**Action item**
Every record below should appear in your answer, copied exactly.

<<<<

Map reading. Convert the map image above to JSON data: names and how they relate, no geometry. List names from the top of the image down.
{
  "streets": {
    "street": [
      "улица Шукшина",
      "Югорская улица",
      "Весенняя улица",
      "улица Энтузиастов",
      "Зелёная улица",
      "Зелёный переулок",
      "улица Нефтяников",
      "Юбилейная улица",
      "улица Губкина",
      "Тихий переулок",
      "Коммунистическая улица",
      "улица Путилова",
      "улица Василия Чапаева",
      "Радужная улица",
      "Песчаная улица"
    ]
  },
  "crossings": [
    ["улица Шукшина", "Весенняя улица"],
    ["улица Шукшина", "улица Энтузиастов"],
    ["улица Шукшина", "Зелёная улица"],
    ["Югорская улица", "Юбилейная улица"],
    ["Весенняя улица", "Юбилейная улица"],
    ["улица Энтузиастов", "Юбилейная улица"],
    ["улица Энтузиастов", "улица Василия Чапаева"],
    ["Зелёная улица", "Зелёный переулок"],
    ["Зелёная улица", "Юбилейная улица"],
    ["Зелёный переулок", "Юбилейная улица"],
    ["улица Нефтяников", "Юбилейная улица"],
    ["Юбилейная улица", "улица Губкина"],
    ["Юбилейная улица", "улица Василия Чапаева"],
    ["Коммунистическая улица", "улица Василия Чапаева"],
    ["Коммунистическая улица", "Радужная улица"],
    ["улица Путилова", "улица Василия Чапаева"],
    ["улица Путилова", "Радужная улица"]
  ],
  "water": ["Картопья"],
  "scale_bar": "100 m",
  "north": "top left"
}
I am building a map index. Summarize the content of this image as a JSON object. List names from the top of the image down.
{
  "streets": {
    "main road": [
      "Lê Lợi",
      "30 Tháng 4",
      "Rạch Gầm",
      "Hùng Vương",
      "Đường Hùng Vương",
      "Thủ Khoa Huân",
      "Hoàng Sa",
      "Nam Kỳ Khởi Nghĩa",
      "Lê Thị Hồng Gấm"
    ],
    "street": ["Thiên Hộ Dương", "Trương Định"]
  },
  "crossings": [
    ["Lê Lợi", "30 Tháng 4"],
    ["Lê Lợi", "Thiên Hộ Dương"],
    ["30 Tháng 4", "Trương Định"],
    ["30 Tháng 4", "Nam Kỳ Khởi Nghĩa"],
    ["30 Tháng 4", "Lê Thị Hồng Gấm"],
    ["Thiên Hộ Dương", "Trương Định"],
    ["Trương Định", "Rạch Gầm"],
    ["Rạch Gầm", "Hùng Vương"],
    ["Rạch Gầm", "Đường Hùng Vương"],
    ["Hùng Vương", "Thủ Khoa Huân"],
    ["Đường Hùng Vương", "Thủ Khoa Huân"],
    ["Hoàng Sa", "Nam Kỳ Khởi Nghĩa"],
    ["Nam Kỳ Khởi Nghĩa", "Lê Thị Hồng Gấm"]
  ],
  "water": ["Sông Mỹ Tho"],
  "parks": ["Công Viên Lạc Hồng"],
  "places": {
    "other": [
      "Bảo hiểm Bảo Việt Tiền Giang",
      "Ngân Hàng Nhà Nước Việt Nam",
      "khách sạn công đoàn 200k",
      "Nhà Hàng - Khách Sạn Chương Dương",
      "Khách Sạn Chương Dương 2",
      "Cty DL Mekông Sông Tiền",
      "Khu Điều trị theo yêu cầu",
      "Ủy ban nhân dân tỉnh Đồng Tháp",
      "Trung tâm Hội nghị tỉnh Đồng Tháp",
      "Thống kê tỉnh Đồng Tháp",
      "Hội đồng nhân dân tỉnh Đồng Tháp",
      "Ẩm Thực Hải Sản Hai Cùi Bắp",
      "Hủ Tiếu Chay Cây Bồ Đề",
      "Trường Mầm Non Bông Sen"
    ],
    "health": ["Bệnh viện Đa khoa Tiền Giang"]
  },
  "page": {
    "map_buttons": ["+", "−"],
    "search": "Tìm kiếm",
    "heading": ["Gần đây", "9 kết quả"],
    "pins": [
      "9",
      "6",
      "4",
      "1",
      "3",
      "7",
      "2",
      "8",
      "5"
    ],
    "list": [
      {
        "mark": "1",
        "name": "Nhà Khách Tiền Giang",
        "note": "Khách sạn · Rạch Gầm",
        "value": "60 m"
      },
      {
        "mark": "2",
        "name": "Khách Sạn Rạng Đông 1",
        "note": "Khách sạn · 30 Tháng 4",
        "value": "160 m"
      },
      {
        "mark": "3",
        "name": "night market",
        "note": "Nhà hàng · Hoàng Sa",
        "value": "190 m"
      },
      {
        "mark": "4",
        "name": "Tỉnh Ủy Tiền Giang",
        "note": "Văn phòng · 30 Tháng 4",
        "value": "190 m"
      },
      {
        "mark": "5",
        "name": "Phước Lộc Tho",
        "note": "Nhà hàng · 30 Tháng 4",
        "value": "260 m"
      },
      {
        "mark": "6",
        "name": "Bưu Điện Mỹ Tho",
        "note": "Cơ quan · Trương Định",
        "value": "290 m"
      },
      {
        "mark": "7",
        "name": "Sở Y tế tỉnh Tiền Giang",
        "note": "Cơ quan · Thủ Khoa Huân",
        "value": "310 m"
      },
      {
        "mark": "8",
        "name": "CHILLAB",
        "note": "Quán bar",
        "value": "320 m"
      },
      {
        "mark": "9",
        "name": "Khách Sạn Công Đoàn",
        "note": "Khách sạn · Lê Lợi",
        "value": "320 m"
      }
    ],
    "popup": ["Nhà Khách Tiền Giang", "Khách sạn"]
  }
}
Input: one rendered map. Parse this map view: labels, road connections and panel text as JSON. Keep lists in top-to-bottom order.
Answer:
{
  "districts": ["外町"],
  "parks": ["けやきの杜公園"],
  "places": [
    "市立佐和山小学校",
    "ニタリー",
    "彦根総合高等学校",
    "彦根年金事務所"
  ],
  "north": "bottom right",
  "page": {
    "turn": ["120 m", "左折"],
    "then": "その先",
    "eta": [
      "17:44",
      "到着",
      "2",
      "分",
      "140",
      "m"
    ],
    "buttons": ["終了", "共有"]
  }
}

>>>>

**Reply**
Map reading. Convert the map image above to JSON data: names and how they relate, no geometry. List names from the top of the image down.
{
  "streets": {
    "street": [
      "улица Шукшина",
      "Югорская улица",
      "Весенняя улица",
      "улица Энтузиастов",
      "Зелёная улица",
      "Зелёный переулок",
      "улица Нефтяников",
      "Юбилейная улица",
      "улица Губкина",
      "Тихий переулок",
      "Коммунистическая улица",
      "улица Путилова",
      "улица Василия Чапаева",
      "Радужная улица",
      "Песчаная улица"
    ]
  },
  "crossings": [
    ["улица Шукшина", "Весенняя улица"],
    ["улица Шукшина", "улица Энтузиастов"],
    ["улица Шукшина", "Зелёная улица"],
    ["Югорская улица", "Юбилейная улица"],
    ["Весенняя улица", "Юбилейная улица"],
    ["улица Энтузиастов", "Юбилейная улица"],
    ["улица Энтузиастов", "улица Василия Чапаева"],
    ["Зелёная улица", "Зелёный переулок"],
    ["Зелёная улица", "Юбилейная улица"],
    ["Зелёный переулок", "Юбилейная улица"],
    ["улица Нефтяников", "Юбилейная улица"],
    ["Юбилейная улица", "улица Губкина"],
    ["Юбилейная улица", "улица Василия Чапаева"],
    ["Коммунистическая улица", "улица Василия Чапаева"],
    ["Коммунистическая улица", "Радужная улица"],
    ["улица Путилова", "улица Василия Чапаева"],
    ["улица Путилова", "Радужная улица"]
  ],
  "water": ["Картопья"],
  "scale_bar": "100 m",
  "north": "top left"
}
I am building a map index. Summarize the content of this image as a JSON object. List names from the top of the image down.
{
  "streets": {
    "main road": [
      "Lê Lợi",
      "30 Tháng 4",
      "Rạch Gầm",
      "Hùng Vương",
      "Đường Hùng Vương",
      "Thủ Khoa Huân",
      "Hoàng Sa",
      "Nam Kỳ Khởi Nghĩa",
      "Lê Thị Hồng Gấm"
    ],
    "street": ["Thiên Hộ Dương", "Trương Định"]
  },
  "crossings": [
    ["Lê Lợi", "30 Tháng 4"],
    ["Lê Lợi", "Thiên Hộ Dương"],
    ["30 Tháng 4", "Trương Định"],
    ["30 Tháng 4", "Nam Kỳ Khởi Nghĩa"],
    ["30 Tháng 4", "Lê Thị Hồng Gấm"],
    ["Thiên Hộ Dương", "Trương Định"],
    ["Trương Định", "Rạch Gầm"],
    ["Rạch Gầm", "Hùng Vương"],
    ["Rạch Gầm", "Đường Hùng Vương"],
    ["Hùng Vương", "Thủ Khoa Huân"],
    ["Đường Hùng Vương", "Thủ Khoa Huân"],
    ["Hoàng Sa", "Nam Kỳ Khởi Nghĩa"],
    ["Nam Kỳ Khởi Nghĩa", "Lê Thị Hồng Gấm"]
  ],
  "water": ["Sông Mỹ Tho"],
  "parks": ["Công Viên Lạc Hồng"],
  "places": {
    "other": [
      "Bảo hiểm Bảo Việt Tiền Giang",
      "Ngân Hàng Nhà Nước Việt Nam",
      "khách sạn công đoàn 200k",
      "Nhà Hàng - Khách Sạn Chương Dương",
      "Khách Sạn Chương Dương 2",
      "Cty DL Mekông Sông Tiền",
      "Khu Điều trị theo yêu cầu",
      "Ủy ban nhân dân tỉnh Đồng Tháp",
      "Trung tâm Hội nghị tỉnh Đồng Tháp",
      "Thống kê tỉnh Đồng Tháp",
      "Hội đồng nhân dân tỉnh Đồng Tháp",
      "Ẩm Thực Hải Sản Hai Cùi Bắp",
      "Hủ Tiếu Chay Cây Bồ Đề",
      "Trường Mầm Non Bông Sen"
    ],
    "health": ["Bệnh viện Đa khoa Tiền Giang"]
  },
  "page": {
    "map_buttons": ["+", "−"],
    "search": "Tìm kiếm",
    "heading": ["Gần đây", "9 kết quả"],
    "pins": [
      "9",
      "6",
      "4",
      "1",
      "3",
      "7",
      "2",
      "8",
      "5"
    ],
    "list": [
      {
        "mark": "1",
        "name": "Nhà Khách Tiền Giang",
        "note": "Khách sạn · Rạch Gầm",
        "value": "60 m"
      },
      {
        "mark": "2",
        "name": "Khách Sạn Rạng Đông 1",
        "note": "Khách sạn · 30 Tháng 4",
        "value": "160 m"
      },
      {
        "mark": "3",
        "name": "night market",
        "note": "Nhà hàng · Hoàng Sa",
        "value": "190 m"
      },
      {
        "mark": "4",
        "name": "Tỉnh Ủy Tiền Giang",
        "note": "Văn phòng · 30 Tháng 4",
        "value": "190 m"
      },
      {
        "mark": "5",
        "name": "Phước Lộc Tho",
        "note": "Nhà hàng · 30 Tháng 4",
        "value": "260 m"
      },
      {
        "mark": "6",
        "name": "Bưu Điện Mỹ Tho",
        "note": "Cơ quan · Trương Định",
        "value": "290 m"
      },
      {
        "mark": "7",
        "name": "Sở Y tế tỉnh Tiền Giang",
        "note": "Cơ quan · Thủ Khoa Huân",
        "value": "310 m"
      },
      {
        "mark": "8",
        "name": "CHILLAB",
        "note": "Quán bar",
        "value": "320 m"
      },
      {
        "mark": "9",
        "name": "Khách Sạn Công Đoàn",
        "note": "Khách sạn · Lê Lợi",
        "value": "320 m"
      }
    ],
    "popup": ["Nhà Khách Tiền Giang", "Khách sạn"]
  }
}
Input: one rendered map. Parse this map view: labels, road connections and panel text as JSON. Keep lists in top-to-bottom order.
Answer:
{
  "districts": ["外町"],
  "parks": ["けやきの杜公園"],
  "places": [
    "市立佐和山小学校",
    "ニタリー",
    "彦根総合高等学校",
    "彦根年金事務所"
  ],
  "north": "bottom right",
  "page": {
    "turn": ["120 m", "左折"],
    "then": "その先",
    "eta": [
      "17:44",
      "到着",
      "2",
      "分",
      "140",
      "m"
    ],
    "buttons": ["終了", "共有"]
  }
}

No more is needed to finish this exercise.